Dataset entries:
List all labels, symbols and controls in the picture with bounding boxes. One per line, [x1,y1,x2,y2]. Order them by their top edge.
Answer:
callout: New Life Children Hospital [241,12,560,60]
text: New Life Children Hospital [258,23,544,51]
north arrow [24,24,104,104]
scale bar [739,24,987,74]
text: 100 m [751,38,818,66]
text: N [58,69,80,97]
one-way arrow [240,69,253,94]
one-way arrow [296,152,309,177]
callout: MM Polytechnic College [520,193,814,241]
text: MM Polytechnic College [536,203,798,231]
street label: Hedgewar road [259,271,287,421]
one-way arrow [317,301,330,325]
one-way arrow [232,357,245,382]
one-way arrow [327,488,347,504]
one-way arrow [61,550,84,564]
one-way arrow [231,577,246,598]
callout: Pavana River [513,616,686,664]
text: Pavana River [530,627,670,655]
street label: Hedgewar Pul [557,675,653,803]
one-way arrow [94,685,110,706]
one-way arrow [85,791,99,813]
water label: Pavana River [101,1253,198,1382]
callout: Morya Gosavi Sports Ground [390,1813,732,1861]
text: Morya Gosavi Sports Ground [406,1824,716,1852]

> [Problem] Write out the records in full, exactly as they appear above.

> [Exercise answer]
List all labels, symbols and controls in the picture with bounding boxes. One per line, [x1,y1,x2,y2]. Order them by their top edge.
Answer:
callout: New Life Children Hospital [241,12,560,60]
text: New Life Children Hospital [258,23,544,51]
north arrow [24,24,104,104]
scale bar [739,24,987,74]
text: 100 m [751,38,818,66]
text: N [58,69,80,97]
one-way arrow [240,69,253,94]
one-way arrow [296,152,309,177]
callout: MM Polytechnic College [520,193,814,241]
text: MM Polytechnic College [536,203,798,231]
street label: Hedgewar road [259,271,287,421]
one-way arrow [317,301,330,325]
one-way arrow [232,357,245,382]
one-way arrow [327,488,347,504]
one-way arrow [61,550,84,564]
one-way arrow [231,577,246,598]
callout: Pavana River [513,616,686,664]
text: Pavana River [530,627,670,655]
street label: Hedgewar Pul [557,675,653,803]
one-way arrow [94,685,110,706]
one-way arrow [85,791,99,813]
water label: Pavana River [101,1253,198,1382]
callout: Morya Gosavi Sports Ground [390,1813,732,1861]
text: Morya Gosavi Sports Ground [406,1824,716,1852]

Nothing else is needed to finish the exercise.